Die Staatsanwaltschaft geht davon aus, dass der Angeklagte einen Elektroschocker gegen Nathalie M. einsetzte oder sie damit bedrohte. Und dass die junge Frau zum Tatzeitpunkt vermutlich bereits unbekleidet gewesen sei. 

Nach der Tat soll der damals 46-Jährige in der Nähe des Waldwegs die Ausweisdokumente entsorgt und die Getötete in einer Baumgruppe am Rande eines Feldweges in der Nähe des wenige Kilometer entfernten Orts Süderlügum verscharrt haben. 

Hier wurde zwei Wochen später der Hund eines Spaziergängers auf den abgedeckten Leichnam aufmerksam. Später legten viele Menschen Blumen am Fundort nieder, stellten Kerzen auf.

Bereits zwei Tage vor dem Fund der Leiche war der Resthof des Mannes in einem kleinen Dorf nahe der dänischen Grenze durchsucht worden.

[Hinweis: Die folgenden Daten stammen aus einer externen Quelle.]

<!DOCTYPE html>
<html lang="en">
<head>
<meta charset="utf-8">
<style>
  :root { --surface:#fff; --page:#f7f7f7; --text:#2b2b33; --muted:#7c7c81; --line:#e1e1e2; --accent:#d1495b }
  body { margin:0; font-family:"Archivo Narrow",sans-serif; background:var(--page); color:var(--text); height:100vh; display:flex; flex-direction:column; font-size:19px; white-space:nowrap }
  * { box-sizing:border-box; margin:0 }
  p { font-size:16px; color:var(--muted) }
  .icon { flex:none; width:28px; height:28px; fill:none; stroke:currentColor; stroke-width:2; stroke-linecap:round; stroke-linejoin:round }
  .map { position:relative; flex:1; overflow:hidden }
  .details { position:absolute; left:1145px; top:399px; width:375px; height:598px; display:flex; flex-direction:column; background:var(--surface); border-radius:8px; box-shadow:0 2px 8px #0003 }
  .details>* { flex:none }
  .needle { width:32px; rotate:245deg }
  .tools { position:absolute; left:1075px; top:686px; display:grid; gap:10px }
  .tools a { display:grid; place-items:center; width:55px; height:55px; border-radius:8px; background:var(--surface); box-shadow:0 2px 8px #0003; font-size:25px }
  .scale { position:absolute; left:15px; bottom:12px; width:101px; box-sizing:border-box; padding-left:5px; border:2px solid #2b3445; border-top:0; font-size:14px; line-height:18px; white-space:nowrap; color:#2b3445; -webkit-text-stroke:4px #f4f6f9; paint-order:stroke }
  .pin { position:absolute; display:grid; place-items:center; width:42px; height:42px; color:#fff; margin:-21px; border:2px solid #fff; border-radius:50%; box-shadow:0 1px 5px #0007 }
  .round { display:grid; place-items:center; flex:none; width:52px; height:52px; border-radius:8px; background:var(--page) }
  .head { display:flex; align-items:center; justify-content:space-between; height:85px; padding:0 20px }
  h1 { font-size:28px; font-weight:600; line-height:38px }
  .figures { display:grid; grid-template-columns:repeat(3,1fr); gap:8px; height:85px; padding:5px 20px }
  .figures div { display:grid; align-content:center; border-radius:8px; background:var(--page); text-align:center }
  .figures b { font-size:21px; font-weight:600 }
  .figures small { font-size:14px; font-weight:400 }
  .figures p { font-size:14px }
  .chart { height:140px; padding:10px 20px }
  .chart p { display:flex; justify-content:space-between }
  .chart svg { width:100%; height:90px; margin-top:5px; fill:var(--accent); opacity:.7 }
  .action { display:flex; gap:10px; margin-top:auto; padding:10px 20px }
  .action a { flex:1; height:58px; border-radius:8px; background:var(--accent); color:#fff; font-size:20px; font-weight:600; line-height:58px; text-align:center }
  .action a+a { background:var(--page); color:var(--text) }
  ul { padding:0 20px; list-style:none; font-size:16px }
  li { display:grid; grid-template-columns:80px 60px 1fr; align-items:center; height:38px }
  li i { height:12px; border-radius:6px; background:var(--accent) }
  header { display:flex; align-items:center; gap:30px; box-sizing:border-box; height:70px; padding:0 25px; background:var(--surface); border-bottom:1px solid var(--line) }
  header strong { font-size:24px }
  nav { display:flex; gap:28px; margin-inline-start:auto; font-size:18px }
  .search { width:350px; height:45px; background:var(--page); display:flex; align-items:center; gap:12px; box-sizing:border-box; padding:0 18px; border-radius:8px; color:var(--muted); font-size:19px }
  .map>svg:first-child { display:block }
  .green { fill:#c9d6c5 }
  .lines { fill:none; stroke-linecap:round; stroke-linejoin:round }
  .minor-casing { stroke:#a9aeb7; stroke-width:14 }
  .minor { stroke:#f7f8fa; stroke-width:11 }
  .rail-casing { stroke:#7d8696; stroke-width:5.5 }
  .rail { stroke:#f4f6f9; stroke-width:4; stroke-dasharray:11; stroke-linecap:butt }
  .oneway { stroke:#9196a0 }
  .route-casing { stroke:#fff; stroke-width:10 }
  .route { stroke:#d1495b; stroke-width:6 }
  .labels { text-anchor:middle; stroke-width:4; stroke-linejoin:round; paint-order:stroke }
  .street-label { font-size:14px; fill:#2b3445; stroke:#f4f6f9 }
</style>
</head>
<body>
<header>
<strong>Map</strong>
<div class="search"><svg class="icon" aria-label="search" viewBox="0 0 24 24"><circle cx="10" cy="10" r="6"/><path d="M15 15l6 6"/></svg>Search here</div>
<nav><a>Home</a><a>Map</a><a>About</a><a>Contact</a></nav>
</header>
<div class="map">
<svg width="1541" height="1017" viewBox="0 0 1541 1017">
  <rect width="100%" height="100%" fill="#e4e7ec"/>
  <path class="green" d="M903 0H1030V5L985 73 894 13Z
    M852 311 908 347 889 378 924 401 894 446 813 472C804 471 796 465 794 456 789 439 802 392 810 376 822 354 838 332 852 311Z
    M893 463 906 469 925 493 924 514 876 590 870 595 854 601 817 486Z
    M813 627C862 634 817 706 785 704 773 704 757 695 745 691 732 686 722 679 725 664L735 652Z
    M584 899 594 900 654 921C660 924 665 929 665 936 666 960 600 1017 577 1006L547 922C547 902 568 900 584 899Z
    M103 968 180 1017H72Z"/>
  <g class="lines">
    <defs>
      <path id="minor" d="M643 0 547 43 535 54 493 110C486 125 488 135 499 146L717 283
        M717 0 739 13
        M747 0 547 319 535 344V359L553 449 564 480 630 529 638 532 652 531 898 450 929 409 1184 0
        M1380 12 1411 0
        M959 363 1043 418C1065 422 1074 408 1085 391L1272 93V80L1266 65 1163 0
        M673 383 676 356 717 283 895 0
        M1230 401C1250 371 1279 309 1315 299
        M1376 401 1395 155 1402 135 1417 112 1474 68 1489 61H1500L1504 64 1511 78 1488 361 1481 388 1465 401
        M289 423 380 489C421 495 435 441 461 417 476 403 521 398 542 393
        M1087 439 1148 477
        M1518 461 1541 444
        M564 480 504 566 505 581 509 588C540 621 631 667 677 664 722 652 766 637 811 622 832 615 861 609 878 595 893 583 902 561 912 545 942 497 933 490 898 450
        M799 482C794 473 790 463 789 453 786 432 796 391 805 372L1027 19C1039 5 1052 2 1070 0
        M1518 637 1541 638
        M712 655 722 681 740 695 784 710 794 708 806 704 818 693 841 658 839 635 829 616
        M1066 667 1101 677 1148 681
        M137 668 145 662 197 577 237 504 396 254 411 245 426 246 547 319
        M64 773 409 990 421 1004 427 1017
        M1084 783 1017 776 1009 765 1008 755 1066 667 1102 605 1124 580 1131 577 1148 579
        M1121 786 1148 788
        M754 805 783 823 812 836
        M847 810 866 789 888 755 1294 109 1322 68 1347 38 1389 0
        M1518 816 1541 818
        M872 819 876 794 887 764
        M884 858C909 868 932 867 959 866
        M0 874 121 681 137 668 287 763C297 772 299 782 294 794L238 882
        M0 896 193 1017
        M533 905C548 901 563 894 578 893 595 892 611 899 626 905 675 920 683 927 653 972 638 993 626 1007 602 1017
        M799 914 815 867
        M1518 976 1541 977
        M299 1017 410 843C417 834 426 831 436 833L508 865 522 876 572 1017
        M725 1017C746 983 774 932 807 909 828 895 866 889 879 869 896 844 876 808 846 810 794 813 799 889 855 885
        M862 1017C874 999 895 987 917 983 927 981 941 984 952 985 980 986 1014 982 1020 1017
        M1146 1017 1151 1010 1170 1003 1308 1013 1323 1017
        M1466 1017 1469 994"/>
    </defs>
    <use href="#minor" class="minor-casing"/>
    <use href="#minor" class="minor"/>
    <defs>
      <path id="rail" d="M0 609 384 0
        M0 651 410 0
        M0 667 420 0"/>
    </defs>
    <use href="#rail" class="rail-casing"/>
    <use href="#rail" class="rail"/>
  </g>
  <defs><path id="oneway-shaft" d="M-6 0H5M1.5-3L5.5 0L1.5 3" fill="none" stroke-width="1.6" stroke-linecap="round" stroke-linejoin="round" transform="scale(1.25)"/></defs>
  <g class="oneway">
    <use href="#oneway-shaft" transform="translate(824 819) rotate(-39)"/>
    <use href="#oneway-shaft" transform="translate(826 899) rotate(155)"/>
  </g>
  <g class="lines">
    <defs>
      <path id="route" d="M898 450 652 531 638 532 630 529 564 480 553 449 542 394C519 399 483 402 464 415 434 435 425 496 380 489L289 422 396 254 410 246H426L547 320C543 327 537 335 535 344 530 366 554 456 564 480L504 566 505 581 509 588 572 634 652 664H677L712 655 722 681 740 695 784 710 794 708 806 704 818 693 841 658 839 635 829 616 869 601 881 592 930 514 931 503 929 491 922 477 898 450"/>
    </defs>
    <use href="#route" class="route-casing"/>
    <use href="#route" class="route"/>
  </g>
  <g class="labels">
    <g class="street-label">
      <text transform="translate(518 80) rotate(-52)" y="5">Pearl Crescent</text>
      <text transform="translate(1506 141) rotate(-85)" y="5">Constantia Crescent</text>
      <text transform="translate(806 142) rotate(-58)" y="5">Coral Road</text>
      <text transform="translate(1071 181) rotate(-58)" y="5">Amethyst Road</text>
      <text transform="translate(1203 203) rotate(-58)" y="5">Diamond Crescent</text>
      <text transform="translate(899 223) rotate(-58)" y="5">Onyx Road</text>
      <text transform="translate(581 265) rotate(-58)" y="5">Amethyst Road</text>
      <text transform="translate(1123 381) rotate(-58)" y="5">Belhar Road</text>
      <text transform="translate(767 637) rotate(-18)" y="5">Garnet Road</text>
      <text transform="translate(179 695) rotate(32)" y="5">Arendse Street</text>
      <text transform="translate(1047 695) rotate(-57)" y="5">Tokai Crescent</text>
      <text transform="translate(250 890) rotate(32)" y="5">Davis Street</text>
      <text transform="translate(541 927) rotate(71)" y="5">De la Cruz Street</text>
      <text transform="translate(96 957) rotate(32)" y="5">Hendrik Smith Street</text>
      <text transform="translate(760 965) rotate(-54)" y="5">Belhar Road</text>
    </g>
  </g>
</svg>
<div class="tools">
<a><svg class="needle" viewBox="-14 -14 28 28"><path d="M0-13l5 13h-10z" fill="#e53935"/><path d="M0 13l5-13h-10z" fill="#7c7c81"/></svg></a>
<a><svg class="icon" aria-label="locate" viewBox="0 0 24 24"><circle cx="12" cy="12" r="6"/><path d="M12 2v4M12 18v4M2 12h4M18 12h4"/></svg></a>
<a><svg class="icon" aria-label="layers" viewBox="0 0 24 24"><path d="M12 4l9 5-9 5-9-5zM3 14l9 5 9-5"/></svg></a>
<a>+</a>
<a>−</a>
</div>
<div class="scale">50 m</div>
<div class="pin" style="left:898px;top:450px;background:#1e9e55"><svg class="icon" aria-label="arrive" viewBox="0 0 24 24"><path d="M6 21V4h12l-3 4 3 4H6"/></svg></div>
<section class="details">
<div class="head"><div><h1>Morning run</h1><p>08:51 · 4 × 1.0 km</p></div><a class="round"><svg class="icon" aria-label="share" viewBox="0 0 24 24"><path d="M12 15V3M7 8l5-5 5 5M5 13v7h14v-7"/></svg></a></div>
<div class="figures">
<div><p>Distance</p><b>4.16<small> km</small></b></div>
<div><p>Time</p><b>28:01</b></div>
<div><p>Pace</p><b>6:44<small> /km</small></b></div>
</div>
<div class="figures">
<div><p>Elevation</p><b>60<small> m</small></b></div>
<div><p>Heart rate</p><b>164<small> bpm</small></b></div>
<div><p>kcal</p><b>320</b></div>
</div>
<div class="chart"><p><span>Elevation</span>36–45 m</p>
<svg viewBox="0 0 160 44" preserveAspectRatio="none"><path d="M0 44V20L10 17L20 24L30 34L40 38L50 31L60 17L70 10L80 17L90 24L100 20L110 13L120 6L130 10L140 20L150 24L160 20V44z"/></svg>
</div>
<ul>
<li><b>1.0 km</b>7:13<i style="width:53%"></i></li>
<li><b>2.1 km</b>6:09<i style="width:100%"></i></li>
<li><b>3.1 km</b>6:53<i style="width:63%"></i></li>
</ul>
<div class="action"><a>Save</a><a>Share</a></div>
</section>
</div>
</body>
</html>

Der Mann kam wegen des dringenden Verdachts des Totschlags in Untersuchungshaft.

Freund wusste nichts vom Job als Prostituierte

Polizisten haben die Region um Stadum nach Nathalie M. abgesucht. (Archivbild)
Polizisten haben die Region um Stadum nach Nathalie M. abgesucht. (Archivbild)  © Benjamin Nolte/dpa

Der Freund der Getöteten sagte am Donnerstag als Zeuge aus, dass er die letzte Nachricht von Nathalie am Mittag des Tages ihres Verschwindens erhalten habe. Er selbst sei zu der Zeit auf einem Lehrgang der Bundeswehr in Rheinland-Pfalz gewesen.

Auf seine Nachrichten habe sie sich nicht mehr gemeldet. Daher habe er sich Sorgen gemacht und sei am nächsten Tag zurück nach Nordfriesland gefahren. 

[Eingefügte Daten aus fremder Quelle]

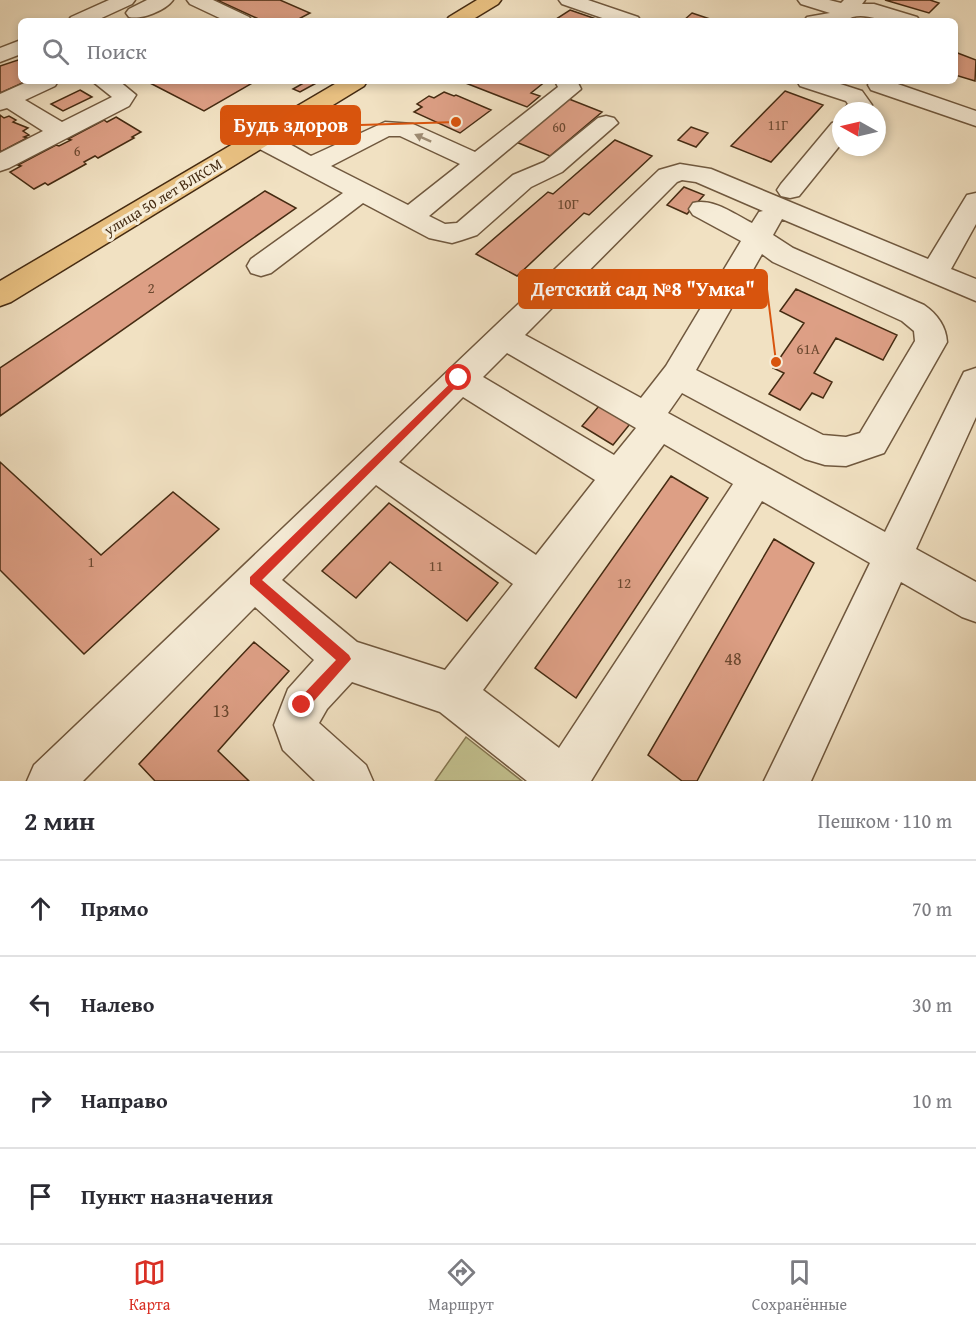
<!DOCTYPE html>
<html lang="ru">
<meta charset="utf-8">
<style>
:root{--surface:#fff;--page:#f7f7f7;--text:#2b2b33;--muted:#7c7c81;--line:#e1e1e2;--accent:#d93025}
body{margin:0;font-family:"Gentium Book Plus",serif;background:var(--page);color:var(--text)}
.compass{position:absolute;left:832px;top:102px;width:54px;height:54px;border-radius:50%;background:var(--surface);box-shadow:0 3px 9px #0003;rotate:278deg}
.stop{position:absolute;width:18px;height:18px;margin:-14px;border:4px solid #d93025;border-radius:50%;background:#fff}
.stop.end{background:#d93025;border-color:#fff;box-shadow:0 2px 6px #0008}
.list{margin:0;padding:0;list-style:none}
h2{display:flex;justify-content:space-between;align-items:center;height:78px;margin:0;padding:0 24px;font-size:26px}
h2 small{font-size:20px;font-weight:400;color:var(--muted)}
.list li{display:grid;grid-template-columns:39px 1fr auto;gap:18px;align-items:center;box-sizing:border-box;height:96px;padding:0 24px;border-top:2px solid var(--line)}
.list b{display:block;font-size:22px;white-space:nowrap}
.list em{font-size:20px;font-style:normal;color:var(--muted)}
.icon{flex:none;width:33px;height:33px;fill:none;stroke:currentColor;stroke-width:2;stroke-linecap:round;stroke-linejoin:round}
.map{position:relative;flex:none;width:976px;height:781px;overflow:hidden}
.search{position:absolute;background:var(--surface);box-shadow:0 3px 9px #0003;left:18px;right:18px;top:18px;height:66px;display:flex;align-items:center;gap:15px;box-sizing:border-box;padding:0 21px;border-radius:9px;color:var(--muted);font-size:22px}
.sheet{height:462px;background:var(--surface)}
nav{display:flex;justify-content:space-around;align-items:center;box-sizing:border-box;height:84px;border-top:2px solid var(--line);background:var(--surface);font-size:16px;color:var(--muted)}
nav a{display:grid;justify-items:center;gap:3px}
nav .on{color:var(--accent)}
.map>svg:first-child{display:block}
.green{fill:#c2c08e;stroke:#847650;stroke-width:1.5}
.building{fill:#dd9f85;stroke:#452b12;stroke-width:1.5}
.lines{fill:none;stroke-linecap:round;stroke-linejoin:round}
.minor-casing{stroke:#70583e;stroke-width:3}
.major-casing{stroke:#452b12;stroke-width:3}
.minor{fill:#f6ecd7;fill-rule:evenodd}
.major{fill:#e8c081;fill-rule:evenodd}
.oneway{fill:#9e8c74}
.route{fill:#d93025}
.labels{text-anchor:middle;stroke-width:6;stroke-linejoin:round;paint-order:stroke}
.far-number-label{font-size:14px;fill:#6b482f}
.far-street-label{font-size:15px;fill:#452b12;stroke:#f6ecd7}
.number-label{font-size:15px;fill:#6b482f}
.near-number-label{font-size:18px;fill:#6b482f}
.leader{fill:none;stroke:#d8540d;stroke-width:2}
.callout-dot{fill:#d8540d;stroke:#f6ecd7;stroke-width:2}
.callout{fill:#d8540d;stroke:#d8540d;stroke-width:2}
.callout-label{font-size:20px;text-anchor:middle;font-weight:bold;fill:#fff}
</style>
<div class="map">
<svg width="976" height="781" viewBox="0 0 976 781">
<rect width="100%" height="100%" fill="#f1e1c2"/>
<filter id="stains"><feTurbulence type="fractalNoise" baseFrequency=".00333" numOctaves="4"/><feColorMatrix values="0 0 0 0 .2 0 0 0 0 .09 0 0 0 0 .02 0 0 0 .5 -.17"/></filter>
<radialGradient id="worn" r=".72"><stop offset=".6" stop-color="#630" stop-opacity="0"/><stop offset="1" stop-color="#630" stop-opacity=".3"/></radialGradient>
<path class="green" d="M466 737 522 781H435Z"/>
<path class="building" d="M217 0H280L310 13 295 21H263Z
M885 0H930L939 3 929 13Z
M570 10 602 21H553Z
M692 13 716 21H683Z
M955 52 976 60 975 81 955 75Z
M18 60 21 62V81H27L0 93V66Z
M155 81H256L204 111 150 83Z
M307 81H320L300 92 293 89Z
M546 81 531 93 540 96 527 107 463 82Z
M80 90 92 97 63 111 51 104Z
M785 91 823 105 771 162 731 146Z
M444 92 454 96 456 95 491 110 460 133 414 112 422 107 417 104 429 96 434 98Z
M569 99 602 112 550 156 516 142Z
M0 115 4 118 9 116 16 120 13 122 28 128 23 131 29 135 24 137 27 138 0 152Z
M116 117 141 132 132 137 134 138 98 158 95 156 84 162 86 164 48 185 45 183 34 189 10 172 21 166 18 165 56 145 59 146 71 140 68 139 104 120 107 122Z
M691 127 708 133 696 147 678 140Z
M615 140 652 156 589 215 584 213 517 276 476 254 548 192 553 194Z
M684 187 704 195 687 214 667 205Z
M265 191 296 208 0 416V368Z
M796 289 897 335 883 360 836 338 814 373 832 382 823 398 812 393 800 410 769 394 784 373 773 368 804 323 780 311Z
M599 406 630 424 613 445 582 426Z
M0 462 101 555 173 492 219 529 84 654 0 570Z
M671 476 708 498 576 698 535 668Z
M389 503 498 583 467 621 390 562 356 598 322 571Z
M774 539 814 563 697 781H682L648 755Z
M254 642 289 671 218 751 249 781H155L139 764Z"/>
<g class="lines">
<g class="minor-casing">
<path id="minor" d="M109 0H135L132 4 95 21H68L71 17Z
M147 0H173C165 11 141 20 129 17L126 13 129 9Z
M187 0H213L249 17 252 21H226L190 4Z
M559 0H588L638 17 641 21H611L562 4Z
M798 0H829L841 3 844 0H865L862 4H874L917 17 920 21C911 21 901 22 891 21 876 20 859 10 845 21H804L807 17 830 13 801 4Z
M21 40V54L0 62V48Z
M29 81H58L55 86 25 100 62 122 112 97 92 81H119L136 95 129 106 9 168 0 171V153L43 131 7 108 0 110V94Z
M555 81H577L581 89 429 216 445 224 457 223 513 175 544 162 598 118 606 116 614 118 618 123 562 172 531 187 477 235 462 240 452 243 429 238 363 203 271 273 261 276 251 273 247 266 251 259 343 193 250 144 247 139 250 134C270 129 294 147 311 156L385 122 413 124 475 152 558 87ZM389 136H400L460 164 408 205 331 166Z
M797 81H831L862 91 872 105 867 111H843L848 104 846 101 800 86Z
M870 81H889L976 111V126L871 90 868 85Z
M841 121V144L799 196 790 198 781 196 777 190 781 184 832 123Z
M680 164 711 169 928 259 967 195 976 193V224L951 269 976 279V301L782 219 773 235 793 248 924 305C937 314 946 326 947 342L884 453 846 466 825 465 805 459 682 393 668 413 885 532 964 372 976 368V417L916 549 976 582V622L962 617 901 582 811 781H764L870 563 762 501 591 781H527L440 712 352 682 327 709 319 723 366 765 373 781H315L283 750 274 725 288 689 314 660 255 607 83 781H27L34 765 659 170ZM682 180 696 182 763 211 759 212 752 223C734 214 713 198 693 203L689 209 693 215 741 241 666 366 641 398 525 335 677 182ZM762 254 773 262 902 321 914 331 915 341 860 433 846 437 823 435 696 370ZM507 353 636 428 614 455 483 377ZM463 397 595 480 536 555 399 462ZM664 444 733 484 559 748 483 690ZM376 485 513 584 445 670 357 642 282 580Z"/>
</g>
<g class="major-casing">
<path id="major" d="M477 0H501L498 4 470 21H446L449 17Z
M340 81H367L364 86 11 302 0 306V281Z"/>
</g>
<use href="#minor" class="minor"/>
<use href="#major" class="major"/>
</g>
<defs><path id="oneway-solid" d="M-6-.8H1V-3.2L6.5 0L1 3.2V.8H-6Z" transform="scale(1.5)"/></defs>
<use class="oneway" href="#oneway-solid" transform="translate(423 138) rotate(-156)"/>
<path class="route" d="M459 375 462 376V381L262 580 349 655 351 659 306 710 302 712 297 710 295 705 297 701 336 660 250 584V577Z"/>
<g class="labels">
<g class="far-number-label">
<text x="778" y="130">11Г</text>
<text x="559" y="132">60</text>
<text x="77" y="156">6</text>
</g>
<g class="far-street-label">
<text transform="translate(163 197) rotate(-31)" y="5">улица 50 лет ВЛКСМ</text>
</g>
<g class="number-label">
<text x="568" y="209">10Г</text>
<text x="151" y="293">2</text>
<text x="808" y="354">61А</text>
<text x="91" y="567">1</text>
<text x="436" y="571">11</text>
<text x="624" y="588">12</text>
</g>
<g class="near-number-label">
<text x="733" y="665">48</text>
<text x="221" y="717">13</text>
</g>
</g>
<path class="leader" d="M456 122L360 125M776 362L767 289"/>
<g class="callout-dot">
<circle cx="456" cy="122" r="6"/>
<circle cx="776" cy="362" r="6"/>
</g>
<g class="callout">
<rect x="221" y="106" width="139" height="38" rx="6"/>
<rect x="519" y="270" width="248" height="38" rx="6"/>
</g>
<g class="callout-label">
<text x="291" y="132">Будь здоров</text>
<text x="643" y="296">Детский сад №8 "Умка"</text>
</g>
<rect width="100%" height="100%" filter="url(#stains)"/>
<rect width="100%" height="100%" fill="url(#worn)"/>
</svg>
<svg class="compass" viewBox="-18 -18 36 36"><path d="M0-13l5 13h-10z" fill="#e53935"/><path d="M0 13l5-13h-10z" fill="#7c7c81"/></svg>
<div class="stop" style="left:459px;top:378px"></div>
<div class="stop end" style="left:302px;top:705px"></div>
<div class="search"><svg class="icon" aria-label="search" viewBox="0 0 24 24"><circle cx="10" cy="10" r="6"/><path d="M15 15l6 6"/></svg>Поиск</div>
</div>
<section class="sheet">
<h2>2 мин<small>Пешком · 110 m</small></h2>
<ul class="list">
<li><svg class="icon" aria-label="ahead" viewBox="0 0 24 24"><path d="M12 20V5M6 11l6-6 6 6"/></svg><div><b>Прямо</b></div><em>70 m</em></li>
<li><svg class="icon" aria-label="left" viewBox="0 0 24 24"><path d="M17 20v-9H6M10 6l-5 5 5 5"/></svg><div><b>Налево</b></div><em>30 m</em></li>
<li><svg class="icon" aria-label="right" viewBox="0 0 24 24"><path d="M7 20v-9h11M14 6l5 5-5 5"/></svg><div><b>Направо</b></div><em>10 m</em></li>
<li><svg class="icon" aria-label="arrive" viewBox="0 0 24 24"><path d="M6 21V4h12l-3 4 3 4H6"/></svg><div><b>Пункт назначения</b></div></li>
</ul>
</section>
<nav>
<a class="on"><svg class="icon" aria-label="map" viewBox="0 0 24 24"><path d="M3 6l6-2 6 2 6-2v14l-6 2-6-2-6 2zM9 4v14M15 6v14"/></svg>Карта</a>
<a><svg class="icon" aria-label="directions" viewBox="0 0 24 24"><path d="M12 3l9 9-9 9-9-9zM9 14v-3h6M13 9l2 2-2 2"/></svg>Маршрут</a>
<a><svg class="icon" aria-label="saved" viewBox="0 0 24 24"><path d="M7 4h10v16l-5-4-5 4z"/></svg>Сохранённые</a>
</nav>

Er beschrieb seine Freundin, die er seit März kannte und mit der er seit einigen Monaten zusammenlebte, als einfühlsamen Menschen.

Er wusste seinen Angaben zufolge zwar, dass sie neben ihrem Job als Kellnerin in einer Art Call-Center arbeitete und dort Kunden zu kostenpflichtigen intimen Chats animierte - allerdings ohne diese zu treffen. 

Dass sie sich über eine weitere Webseite als Prostituierte verdingte, habe er nicht gewusst.

Der Prozess wird am Montag fortgesetzt. Für die Hauptverhandlung sind zunächst Verhandlungstermine bis Ende Mai angesetzt.